Let’s face it, the world of work has drastically changed over the last 20-30 years. When I was just a young boy, my parents were working in jobs that they intended to stay in, for as long as the employer would keep them. It was not uncommon to know people who had been with same company for 25, 30, and even 35 years or more. Back then, company pensions were normal and job security was actually a real thing. Today, the world of work looks much different. For the most part, gone are the pensions and the gold watches. They have been replaced by merger, layoffs, and general employee dissatisfaction.
Get used to it…you will have more than one job in your career and you will work for more than one company. Research has shown that the average amount of time that an employee stays with an employer is 5 to 7 years. Extrapolate this out across a typical 40 year working career and you can expect to work for at least 5 to 6 different employers.
So how do you effectively manage your career in this relatively new world of work?
You start by taking responsibility for your own career development. No one should care more about your career than you. A career path is something that you, the employee, should determine. Do not rely on the employer to define this for you because after all, the path they choose may not be what you had in mind!

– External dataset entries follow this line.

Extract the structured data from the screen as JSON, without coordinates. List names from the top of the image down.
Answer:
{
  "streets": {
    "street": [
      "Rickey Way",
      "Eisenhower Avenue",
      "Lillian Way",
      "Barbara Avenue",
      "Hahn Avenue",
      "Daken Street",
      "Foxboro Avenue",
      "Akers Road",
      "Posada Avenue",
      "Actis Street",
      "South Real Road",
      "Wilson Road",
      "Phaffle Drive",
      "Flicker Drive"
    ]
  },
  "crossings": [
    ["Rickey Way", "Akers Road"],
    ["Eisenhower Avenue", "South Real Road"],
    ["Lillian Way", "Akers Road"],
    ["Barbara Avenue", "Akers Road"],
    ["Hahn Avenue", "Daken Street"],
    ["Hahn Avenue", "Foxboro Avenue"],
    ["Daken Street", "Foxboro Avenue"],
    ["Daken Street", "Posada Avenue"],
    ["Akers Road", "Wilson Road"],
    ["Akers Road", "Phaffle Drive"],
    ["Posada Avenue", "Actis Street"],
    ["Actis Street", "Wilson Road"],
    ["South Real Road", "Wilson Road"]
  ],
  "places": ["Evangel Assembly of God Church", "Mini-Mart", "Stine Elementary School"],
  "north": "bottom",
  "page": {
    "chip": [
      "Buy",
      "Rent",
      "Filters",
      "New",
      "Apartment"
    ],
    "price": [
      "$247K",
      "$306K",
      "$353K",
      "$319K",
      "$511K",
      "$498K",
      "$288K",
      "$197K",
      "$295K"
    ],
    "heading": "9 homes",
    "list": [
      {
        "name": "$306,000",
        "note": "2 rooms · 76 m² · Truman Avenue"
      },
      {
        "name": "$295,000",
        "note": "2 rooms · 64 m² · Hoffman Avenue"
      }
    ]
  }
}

In addition, there are five areas that you should focus on to ensure that you continue to have viable career options:
1. Monitor your skills and make sure that they are not at a risk of becoming obsolete
Continuous professional development should be your mantra when it comes to your skills. In some industries, there is new technology that comes out every year. Think information technology. You do not want to be perceived as a “dinosaur” when it comes to professional development. You are responsible for keeping your skills up to date. This will serve to maintain your marketability in the workforce.
2. Stay abreast of the job market and recognize industry growth trends and areas of high growth
What industry sectors are growing? Which ones are declining? Which side of the fence does your industry fall on? If you happen to work in a declining sector, get out before it is too late. Think textiles and furniture manufacturing.
3. Understand how your talents, strengths, and interests translate into alternate opportunities
What other industries hire people with your education, skills, and talents? How can you leverage what you like to and what you are good at into a new career opportunity?
4. Establish and nurture your professional network of industry-related contacts
If you lost your job today, could you pick up the phone and have an interview within a week? Networking is not an end-of-job event. It is not something that you start when your current job ends. Networking is a process of building relationships today that could influence opportunities for you tomorrow. It is a lifelong event; something that you should always be doing.
5. Seek the advice and counsel of a mentor and career coach
We have doctors, lawyers, accountants, and mechanics. We trust these individuals with our health, finances, and vehicles. Who do we trust with our careers? After all, how can we pay for the doctor, the lawyer, the accountant, and the mechanic if we are not gainfully employed? A mentor is an important person to have on your career-related board of directors. A mentor can be an effective sounding board for career issues. A career coach can be an effective member of your board, someone who can help you navigate the treacherous waters of the job search and decrease your time in the market for a new position.